Pour un avocat formé aux subtilités des fusions et acquisitions, il y a une forme de logique à se retrouver dans ce genre de dossiers. Mais vu son ancien rôle de conseiller en image, la révélation de son activité autour de la vente de l'OM, quelques mois avant la cession, avait pu susciter quelques doutes. L'ancien sélectionneur des Bleus, Raymond Domenech, avait par exemple évoqué une «intox» sur un plateau télé : «Il s'est fait un coup de promo en inventant un truc. Il aime bien ça.» «Il aurait pu se renseigner», glisse suavement Poulmaire en évoquant l'épisode, assis sur la terrasse gazonnée de son cabinet, à quelques pas des Champs-Élysées.
Même si l'avocat a beaucoup travaillé à faire fructifier l'image des sportifs (Manaudou, Gourcuff, mais aussi Gaël Monfils ou Amélie Mauresmo), il ne s'est jamais limité à cette seule activité. «S'occuper des athlètes, ce n'était pas ce qu'on faisait le plus, mais c'était ce qu'il y avait de plus visible», explique Poulmaire, qui était par exemple intervenu sur le contrat de création de l'écurie ART, en GP2, en 2005, ou le rachat d'une écurie de GP2 par le pilote portugais Tiago Monteiro en 2008.
L'avocat a commencé à s'intéresser au financement des clubs il y a un peu moins de dix ans. «C'est quelqu'un d'extrêmement intelligent et toujours curieux des changements dans l'univers du sport, décrypte Virgile Caillet, vice-président de Sporsora, un groupement d'intérêt d'acteurs de l'industrie du sport.
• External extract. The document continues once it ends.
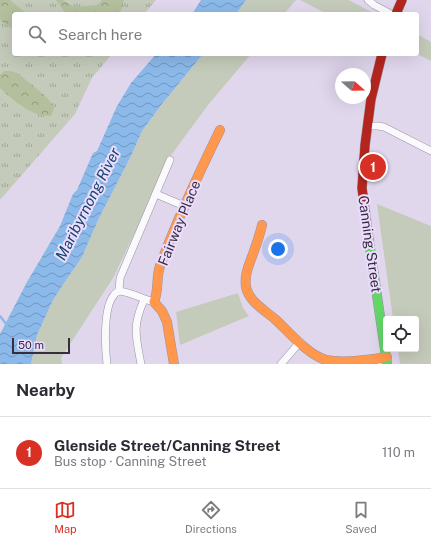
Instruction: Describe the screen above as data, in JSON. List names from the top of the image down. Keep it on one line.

C'est pour ça que je ne suis pas étonné de le voir sur ces sujets-là. Il a parfaitement compris qu'avec l'évolution des modèles économiques des clubs et l'intérêt d'investisseurs étrangers, il y avait de nouvelles opportunités.» «En France, tous les clubs sont plus ou moins à vendre», ironise Luc Dayan, l'ancien président de Lille, qui a donné quelques conseils à Poulmaire, notamment quand l'avocat s'est occupé, sans succès, du dossier de la vente d'Arles-Avignon.
«Grand séducteur dans les affaires», selon l'un de ses anciens associés, l'agent de joueurs Anthony Costard, l'avocat travaille en ce moment sur plusieurs projets de vente, en foot et en rugby. Et pour le Rugby Club Toulonnais, sur l'arrivée d'un nouvel investisseur, l'homme d'affaires Bernard Lemaître, aux côtés de Mourad Boudjellal. Mais vu les règles de confidentialité de ce genre d'opérations, Poulmaire se garde prudemment de donner des détails : «On est sur quelques beaux dossiers, dont on a envie qu'ils aboutissent.» Si possible en vue d'un mariage à long terme : «Trouver quelqu'un qui veut acheter et quelqu'un qui veut vendre, c'est facile. Ça s'appelle être courtier. Nous, on n'est pas courtier. Ce qui nous intéresse, c'est la pérennité des histoires, des clubs.»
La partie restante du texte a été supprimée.